Induction of a Melan-A–specific CD8⁺ T cell response in HLA-A*0201/K^b transgenic mice vaccinated by administration of lentivector encoding the Melan-A CTL epitope ELA_26–35. As controls, a lentivector expressing an irrelevant CTL epitope and the administration of ELA_26–35 peptide in combination with CpG and IFA were used. (a) Phenotypic characterization of the peak of immune response (day 14 for lentivector vaccination and day 7 for peptide/CpG/adjuvant vaccination) of individual mice. Melan-A–specific cells among total PBLs are shown in the first row of panels; the percentage of tetramer-positive cells is indicated.
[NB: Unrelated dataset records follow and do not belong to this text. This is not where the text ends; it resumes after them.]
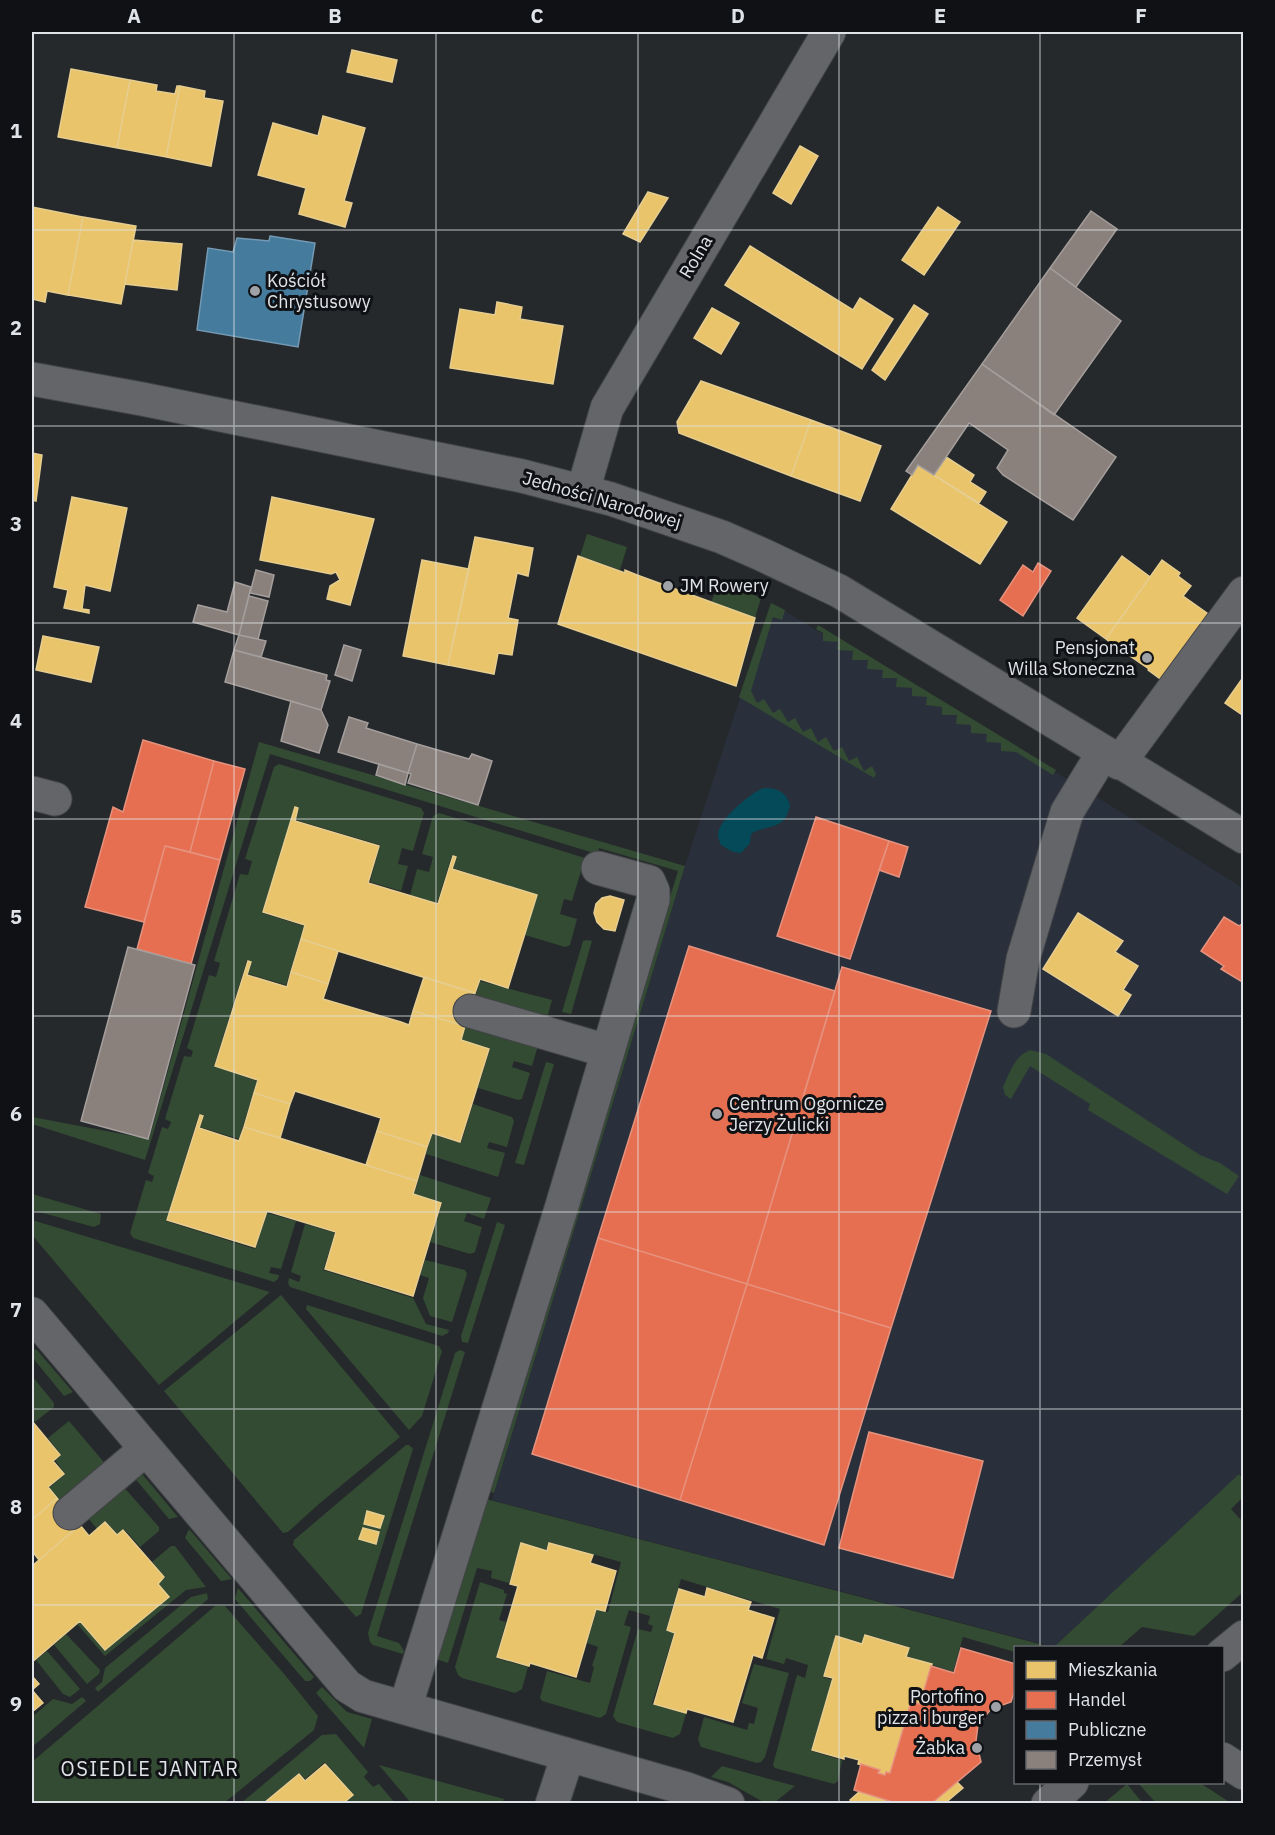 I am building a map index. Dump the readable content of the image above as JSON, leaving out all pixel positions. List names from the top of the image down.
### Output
{
  "streets": {
    "street": ["Rolna", "Jedności Narodowej"]
  },
  "crossings": [
    ["Rolna", "Jedności Narodowej"]
  ],
  "districts": ["OSIEDLE JANTAR"],
  "places": [
    "Kościół Chrystusowy",
    "JM Rowery",
    "Pensjonat Willa Słoneczna",
    "Centrum Ogornicze Jerzy Żulicki",
    "Portofino pizza i burger",
    "Żabka"
  ],
  "legend": [
    "Mieszkania",
    "Handel",
    "Publiczne",
    "Przemysł"
  ],
  "grid": {
    "columns": [
      "A",
      "B",
      "C",
      "D",
      "E",
      "F"
    ],
    "rows": [
      "1",
      "2",
      "3",
      "4",
      "5",
      "6",
      "7",
      "8",
      "9"
    ]
  }
} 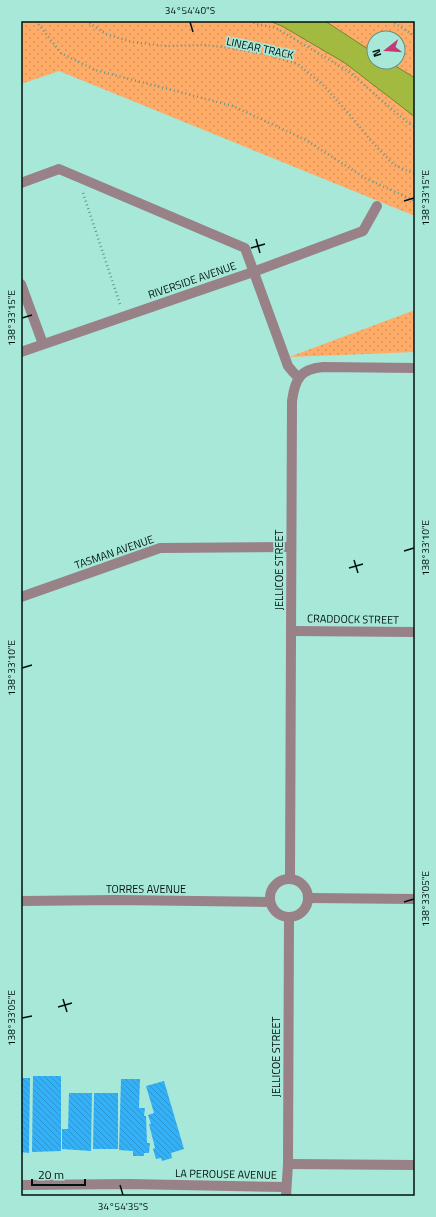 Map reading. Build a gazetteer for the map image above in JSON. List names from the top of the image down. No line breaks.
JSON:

The proportion of activated CD8⁺ cells and the percentages of Melan-A–specific cells contained therein and in total CD8⁺ cells are displayed in histograms. (b) Proportion of Melan-A–specific CD8⁺ cells at peak response of all individual mice tested. (Dashed lines and x = average, n = number of mice tested per condition).

Figure 5

Recall immunizations with miniMelan-A lentivector 60 days after primary immunization with either miniMelan-A lentivector or an irrelevant lentivector. Indicated is the proportion of Melan-A–specific CD8⁺ cells obtained at the peak of recall response of all individual mice tested (dashed lines indicate the average levels of ELA_26–35-specific cells present before recall immunization).

Figure 6

Influence of CD4⁺ T cells on induction of CD8⁺ T cell responses by lentivector vaccine. Mice depleted of CD4⁺ T cells or nondepleted were vaccinated with lentivector vaccine. Indicated are the T cell responses at peak response of groups of mice in the Cw3 model vaccinated with Cw3 cDNA lv and the Melan-A/A₂/K^b antigen model vaccinated with ELA_26–35 minigene lentivector (x = average, n = number of mice tested per condition). ΔCD4, mice depleted of CD4⁺ T cells; untr, nondepleted mice.